Il grande attore e politico americano ha descritto il suo ritorno al cinema

di Monia Ruggieri 12 Gennaio 2013 14:46

L’attore nonché politico Arnold Schwarzenegger ha parlato del suo ultimo film nel corso di un’interessante intervista a Panorama. Il film in questione si intitola The last stand ed uscirà nelle sale americane il prossimo 18 gennaio. In Italia dovremmo aspettare il 31 del primo mese dell’anno. Dopo la lunga esperienza in politica e l’abbandono momentaneo delle riprese cinematografiche, il giornalista chiede ad Arnold com’è stato ricominciare a recitare e quanto gli sia mancato farlo. Ecco la risposta di Schwarzenegger:

È stato come un corso intensivo per me. Il primo film che ho fatto è stato I mercenari. È qui che ho ripreso a usare le grosse armi da fuoco. In realtà no (non mi è mancato recitare, ndr), anzi il contrario. Ogni volta che mi capitava di visitare un set durante il mio mandato da governatore sentivo di non volere mai più tornare a recitare, sebbene quando venni eletto, e interruppi la carriera di attore, avessi dichiarato che sarei tornato nel mondo del cinema alla fine di questa esperienza.
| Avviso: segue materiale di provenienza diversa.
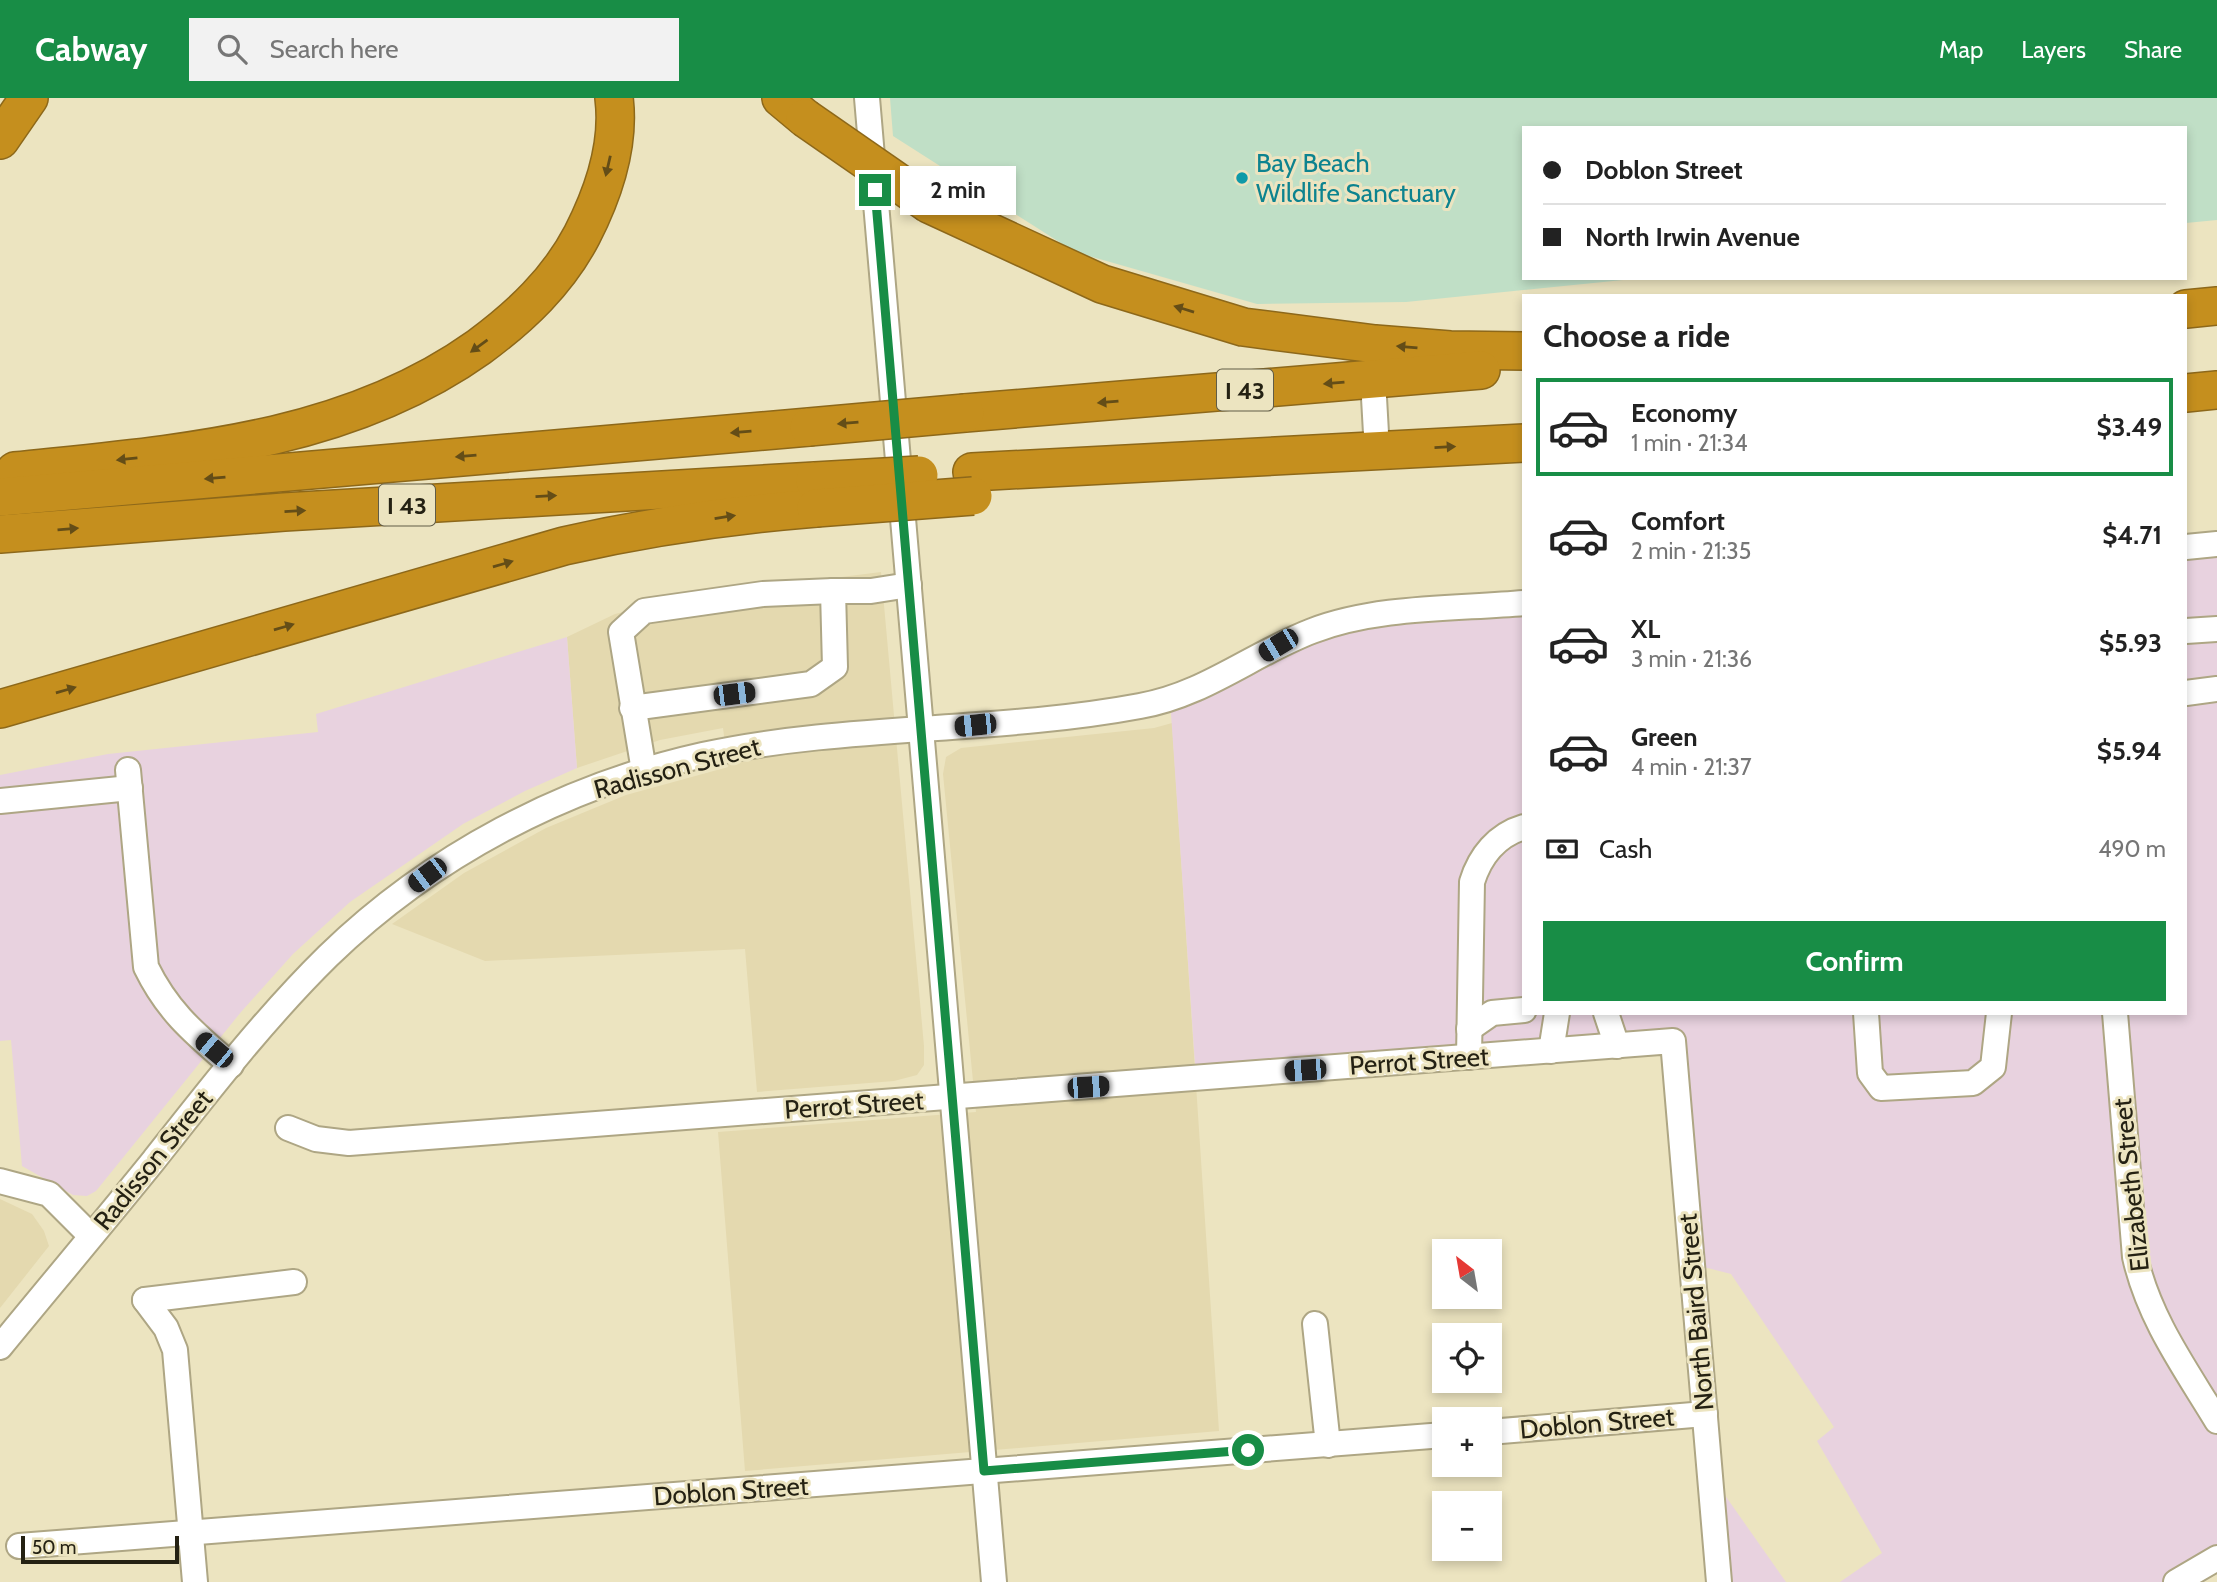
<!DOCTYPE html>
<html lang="en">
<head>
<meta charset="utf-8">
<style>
  body { margin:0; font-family:Cabin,sans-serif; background:#f2f2f2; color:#222; height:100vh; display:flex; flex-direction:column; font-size:26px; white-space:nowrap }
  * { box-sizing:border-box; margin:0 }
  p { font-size:23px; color:#767676 }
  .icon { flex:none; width:38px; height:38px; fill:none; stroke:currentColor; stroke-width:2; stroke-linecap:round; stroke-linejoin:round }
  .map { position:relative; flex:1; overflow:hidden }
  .drawer { position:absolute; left:1522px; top:196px; width:665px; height:721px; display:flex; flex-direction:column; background:#fff; border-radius:0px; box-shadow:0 4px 10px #0003 }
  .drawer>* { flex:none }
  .banner { position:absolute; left:1522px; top:28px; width:665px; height:154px; border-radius:0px; box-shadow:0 4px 10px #0003; display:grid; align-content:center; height:154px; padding:0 21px; background:#fff }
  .needle { width:46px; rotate:329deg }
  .fabs { position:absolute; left:1432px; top:1141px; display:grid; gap:14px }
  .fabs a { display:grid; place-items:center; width:70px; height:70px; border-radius:0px; background:#fff; box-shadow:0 4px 10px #0003; font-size:35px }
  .scale { position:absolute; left:21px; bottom:18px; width:158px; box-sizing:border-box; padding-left:7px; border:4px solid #242113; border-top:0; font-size:19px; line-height:24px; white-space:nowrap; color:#242113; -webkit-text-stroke:5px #ece4c0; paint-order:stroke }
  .end { position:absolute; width:32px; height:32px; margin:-16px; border:9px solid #188d46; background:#fff; box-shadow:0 0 0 4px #fff }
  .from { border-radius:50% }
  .bubble { position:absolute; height:49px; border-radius:0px; background:#fff; box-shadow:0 4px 10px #0003; font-size:23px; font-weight:700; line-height:49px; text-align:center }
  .car { position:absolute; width:21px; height:42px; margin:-21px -10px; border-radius:9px; box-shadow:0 0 5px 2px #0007; background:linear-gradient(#222 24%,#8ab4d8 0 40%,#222 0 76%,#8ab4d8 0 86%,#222 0) }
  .banner b { display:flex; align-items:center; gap:24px; height:66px; font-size:26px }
  .banner b+b { border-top:2px solid #e0e0e0 }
  .banner i { width:18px; height:18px; background:#222 }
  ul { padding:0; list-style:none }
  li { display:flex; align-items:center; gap:21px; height:98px; margin:0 14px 10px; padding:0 7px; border:4px solid transparent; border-radius:0px }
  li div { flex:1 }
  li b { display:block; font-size:26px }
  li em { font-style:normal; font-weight:700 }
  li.current { border-color:#188d46 }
  li>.icon { width:63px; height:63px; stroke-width:1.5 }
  h2 { padding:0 21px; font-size:32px; line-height:84px }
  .pay { display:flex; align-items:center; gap:18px; height:77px; padding:0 21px; font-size:26px }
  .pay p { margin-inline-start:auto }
  .primary-button { display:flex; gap:14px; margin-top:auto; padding:14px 21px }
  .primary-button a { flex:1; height:80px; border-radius:0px; background:#188d46; color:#fff; font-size:28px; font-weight:700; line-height:80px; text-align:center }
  header { display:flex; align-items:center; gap:42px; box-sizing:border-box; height:98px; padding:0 35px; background:#188d46; color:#fff }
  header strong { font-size:33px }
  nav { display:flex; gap:38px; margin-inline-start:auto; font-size:24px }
  .search { width:490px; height:63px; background:#f2f2f2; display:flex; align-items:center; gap:18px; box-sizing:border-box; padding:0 24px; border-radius:0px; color:#767676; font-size:26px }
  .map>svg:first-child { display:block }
</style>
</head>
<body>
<header>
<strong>Cabway</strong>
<div class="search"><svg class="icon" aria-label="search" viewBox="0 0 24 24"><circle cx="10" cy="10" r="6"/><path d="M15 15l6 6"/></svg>Search here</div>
<nav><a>Map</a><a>Layers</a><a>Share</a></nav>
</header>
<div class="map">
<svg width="2217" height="1484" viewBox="0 0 2217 1484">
  <rect width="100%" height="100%" fill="#ece4c0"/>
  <!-- built -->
  <g fill="#e4d9af">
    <polygon points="881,474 924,948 924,967 917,977 894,983 757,994 745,851 485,863 392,826 464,775 546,730 626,697 728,669 723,630 660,642 577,670 567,539 615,516 690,498"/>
    <polygon points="1172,625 1219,1333 745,1373 718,1034 976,1014 943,676 946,659 961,650 1154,630"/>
    <polygon points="0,1101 32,1116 44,1133 49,1148 0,1210"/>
  </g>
  <!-- industrial -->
  <g fill="#e8d2df">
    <polygon points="2217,446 2217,1460 2176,1484 1840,1484 1882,1455 1817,1343 1834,1329 1731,1176 1692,1166 1673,943 1196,981 1170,601 1315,531 1524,505 1524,915 2186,915 2186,449"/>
    <polygon points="567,539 577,670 525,693 463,726 350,804 293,856 241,914 96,1093 87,1098 73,1097 22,1068 11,942 0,943 0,677 108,656 318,634 316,616"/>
    <polygon points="1710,1376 1786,1484 1719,1484"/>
  </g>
  <!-- green -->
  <polygon fill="#c0dfc6" points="890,0 2217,0 2217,122 2186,125 2186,30 1524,30 1524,180 1643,180 1406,204 1257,206 1075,154 893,38"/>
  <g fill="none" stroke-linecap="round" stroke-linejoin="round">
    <!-- minor casing -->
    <g stroke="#aea684" stroke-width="28">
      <g id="minor">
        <polyline points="867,0 994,1484"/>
        <polyline points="1373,282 1377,353"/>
        <polyline points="2186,449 2217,446"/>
        <polyline points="2186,533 2217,531"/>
        <polyline points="2186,595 2217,591"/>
        <polyline points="632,610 811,586 835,569 833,493 871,493 909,487"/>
        <path d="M128 672 146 869C168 914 194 935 231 967"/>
        <polyline points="644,673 621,534 644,513 763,496 833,493"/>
        <polyline points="0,703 130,690"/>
        <polyline points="1606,915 1617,948"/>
        <polyline points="1866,915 1870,975 1881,990 1973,985 1993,969 1999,915"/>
        <path d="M2115 915 2135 1159C2149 1221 2185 1270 2217 1323"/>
        <polyline points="1469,931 1492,915 1524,912"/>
        <polyline points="1551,953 1557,915"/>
        <path d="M1469 959 1472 784C1480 758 1497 737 1524 729"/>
        <polyline points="288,1030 316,1041 349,1045 1673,943 1719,1484"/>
        <polyline points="0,1083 49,1096 91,1138"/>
        <polyline points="145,1202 166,1230 175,1252 195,1484"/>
        <polyline points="145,1202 294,1184"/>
        <polyline points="1315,1226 1328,1347"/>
        <path d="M0 1249C51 1187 103 1125 154 1062 209 992 265 920 328 858 431 758 564 688 703 657 846 626 996 635 1140 608 1204 597 1252 556 1312 533 1377 508 1455 511 1524 505"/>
        <polyline points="1489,1334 1705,1316"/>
        <polyline points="19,1448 1444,1337"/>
        <polyline points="2176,1484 2217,1460"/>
      </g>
    </g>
    <!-- highway casing -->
    <g stroke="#8d681a" stroke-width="40">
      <g id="highway">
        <polyline points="781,0 805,20"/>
        <polyline points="0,42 29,0"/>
        <polyline points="929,106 1102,186 1243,229 1375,246 1450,252 1524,253"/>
        <polyline points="2186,211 2217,208"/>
        <polyline points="2186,295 2217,292"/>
        <polyline points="965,315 1481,272"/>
        <path d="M15 373C176 356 343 346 479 249 521 218 558 183 582 137 603 96 620 47 614 0"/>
        <polyline points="972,374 1524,345"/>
        <polyline points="0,399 809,329"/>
        <polyline points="0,436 284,414 815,383"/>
        <path d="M0 611 564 448C647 429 731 417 816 410"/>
      </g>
    </g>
    <!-- minor -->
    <use href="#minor" stroke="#fff" stroke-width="24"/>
    <!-- highway -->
    <use href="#highway" stroke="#c58f1e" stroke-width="37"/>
    <!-- highway-bridge casing -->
    <g stroke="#8d681a" stroke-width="40" stroke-linecap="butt">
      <g id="highway-bridge">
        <polyline points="805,20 929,106"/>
        <polyline points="809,329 965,315"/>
        <polyline points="815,383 919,377"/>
        <polyline points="816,410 973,398"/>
      </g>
    </g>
    <!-- highway-bridge -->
    <use href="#highway-bridge" stroke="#c58f1e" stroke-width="37"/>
  </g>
  <!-- one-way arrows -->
  <defs><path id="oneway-solid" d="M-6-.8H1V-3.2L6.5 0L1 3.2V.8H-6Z" transform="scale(1.75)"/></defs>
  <g fill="#644d17">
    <use href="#oneway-solid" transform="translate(608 68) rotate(103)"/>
    <use href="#oneway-solid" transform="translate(1184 211) rotate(-163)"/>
    <use href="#oneway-solid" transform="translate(479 248) rotate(144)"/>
    <use href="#oneway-solid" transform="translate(1407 249) rotate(-175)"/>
    <use href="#oneway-solid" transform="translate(1334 285) rotate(175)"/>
    <use href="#oneway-solid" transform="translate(1108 304) rotate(175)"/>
    <use href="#oneway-solid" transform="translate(848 325) rotate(175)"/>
    <use href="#oneway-solid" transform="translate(741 334) rotate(175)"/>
    <use href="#oneway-solid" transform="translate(1445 349) rotate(-3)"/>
    <use href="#oneway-solid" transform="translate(466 358) rotate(175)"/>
    <use href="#oneway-solid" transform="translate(127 361) rotate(174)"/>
    <use href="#oneway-solid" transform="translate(215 380) rotate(175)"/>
    <use href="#oneway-solid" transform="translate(546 398) rotate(-3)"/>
    <use href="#oneway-solid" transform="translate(295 413) rotate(-3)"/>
    <use href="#oneway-solid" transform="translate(725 419) rotate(-9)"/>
    <use href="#oneway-solid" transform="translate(68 431) rotate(-5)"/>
    <use href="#oneway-solid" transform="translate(503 466) rotate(-16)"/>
    <use href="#oneway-solid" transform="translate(284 529) rotate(-16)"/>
    <use href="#oneway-solid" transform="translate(66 592) rotate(-16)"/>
  </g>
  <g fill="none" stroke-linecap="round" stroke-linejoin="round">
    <!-- route -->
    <polyline stroke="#188d46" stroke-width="9" points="875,92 984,1373 1248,1352"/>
  </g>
  <!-- markers -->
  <circle fill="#0f9aa8" stroke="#ece4c0" stroke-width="2.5" cx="1242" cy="80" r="7"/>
  <g text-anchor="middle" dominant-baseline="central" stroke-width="6" stroke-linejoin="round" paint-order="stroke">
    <!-- shield labels -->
    <g fill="#ece4c0" stroke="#605c47" stroke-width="2">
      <rect x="1217" y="271.5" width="56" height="41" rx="5"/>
      <rect x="379" y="386.5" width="56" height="41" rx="5"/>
    </g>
    <g font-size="24" font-weight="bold" fill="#242113">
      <text x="1245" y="292">I 43</text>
      <text x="407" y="407">I 43</text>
    </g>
    <!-- culture labels -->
    <g font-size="26" fill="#0d838f" stroke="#ece4c0" text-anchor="start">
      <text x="1256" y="65">Bay Beach<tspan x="1256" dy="30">Wildlife Sanctuary</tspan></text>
    </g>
    <!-- street labels -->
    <g font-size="26" fill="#242113" stroke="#ece4c0">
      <text transform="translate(677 670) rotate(-15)">Radisson Street</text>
      <text transform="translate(1419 963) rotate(-4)">Perrot Street</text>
      <text transform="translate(854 1007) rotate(-4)">Perrot Street</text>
      <text transform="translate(153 1062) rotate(-51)">Radisson Street</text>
      <text transform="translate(2131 1087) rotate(-96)">Elizabeth Street</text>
      <text transform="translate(1696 1214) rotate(-95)">North Baird Street</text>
      <text transform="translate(1597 1325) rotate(-5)">Doblon Street</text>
      <text transform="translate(731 1393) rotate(-4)">Doblon Street</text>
    </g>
  </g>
</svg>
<div class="fabs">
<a><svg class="needle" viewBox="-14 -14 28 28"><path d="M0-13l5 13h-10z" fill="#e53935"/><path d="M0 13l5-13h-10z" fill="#767676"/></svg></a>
<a><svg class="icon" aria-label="locate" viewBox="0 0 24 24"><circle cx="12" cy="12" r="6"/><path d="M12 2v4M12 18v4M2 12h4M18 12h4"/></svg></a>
<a>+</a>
<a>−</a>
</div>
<div class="scale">50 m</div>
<i class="end from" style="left:1248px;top:1352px"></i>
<i class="end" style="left:875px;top:92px"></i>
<div class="bubble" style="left:900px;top:68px;width:116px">2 min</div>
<i class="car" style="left:1278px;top:547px;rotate:239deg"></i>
<i class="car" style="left:734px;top:596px;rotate:83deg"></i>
<i class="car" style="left:975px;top:627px;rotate:264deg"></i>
<i class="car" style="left:427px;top:777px;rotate:233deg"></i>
<i class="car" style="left:214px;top:952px;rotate:310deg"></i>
<i class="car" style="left:1305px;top:972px;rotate:266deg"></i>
<i class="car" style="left:1088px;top:989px;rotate:86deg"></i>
<div class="banner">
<b><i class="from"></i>Doblon Street</b>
<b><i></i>North Irwin Avenue</b>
</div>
<section class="drawer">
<h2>Choose a ride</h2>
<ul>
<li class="current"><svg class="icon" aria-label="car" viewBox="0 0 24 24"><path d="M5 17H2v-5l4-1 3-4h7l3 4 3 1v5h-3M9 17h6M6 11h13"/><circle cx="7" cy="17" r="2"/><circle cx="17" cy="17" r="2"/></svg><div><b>Economy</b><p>1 min · 21:34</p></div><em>$3.49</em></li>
<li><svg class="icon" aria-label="car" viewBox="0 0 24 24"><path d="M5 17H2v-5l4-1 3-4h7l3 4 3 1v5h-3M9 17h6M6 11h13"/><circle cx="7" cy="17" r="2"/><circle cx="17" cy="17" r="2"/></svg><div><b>Comfort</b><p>2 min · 21:35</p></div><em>$4.71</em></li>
<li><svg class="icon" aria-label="car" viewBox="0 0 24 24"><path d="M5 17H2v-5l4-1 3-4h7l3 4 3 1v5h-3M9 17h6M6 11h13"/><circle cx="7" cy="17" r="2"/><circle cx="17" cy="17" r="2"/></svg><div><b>XL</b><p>3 min · 21:36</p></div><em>$5.93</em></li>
<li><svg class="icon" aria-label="car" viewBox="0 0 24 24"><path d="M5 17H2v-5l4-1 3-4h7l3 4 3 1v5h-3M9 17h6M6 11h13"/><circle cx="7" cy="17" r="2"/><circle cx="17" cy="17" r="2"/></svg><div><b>Green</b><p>4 min · 21:37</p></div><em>$5.94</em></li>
</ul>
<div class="pay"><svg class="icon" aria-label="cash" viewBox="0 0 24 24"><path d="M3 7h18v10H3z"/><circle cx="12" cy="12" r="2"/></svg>Cash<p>490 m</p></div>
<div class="primary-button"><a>Confirm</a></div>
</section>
</div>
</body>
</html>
Ricordo una volta sul set di un film di Steven Spielberg, dove c’era anche Tom Cruise appeso a testa in giù a un’imbracatura: l’ho guardato e mi sono detto che non mi sarei mai più fatto appendere in quel modo in vita mia.

Anche se la politica gode di una forte calamita, comunque il cinema alla fine ha riconquistato il nostro attore, in quanto, come lui ha dichiarato, è come una droga:

Già, è come una droga. Non puoi farne a meno. È troppo divertente: dà dipendenza. Quando ricominci a lavorare a un film, ti rendi conto improvvisamente di quanto sia coinvolgente. Mi sono chiesto come ho fatto a lavorare tutti i giorni a Sacramento  con così tante persone noiose. Chiunque si chiede subito come sia stato possibile. Non è solo la recitazione. Tutte le esperienze di questo tipo sono una specie di droga. Anche la politica può esserlo. E per me lo è stato. È impressionante l’impatto che hai sulla gente. Penso che sia per questo che i politici fanno così fatica a lasciare la poltrona. Io ho avuto la fortuna di passare in un altro ambiente dopo la politica.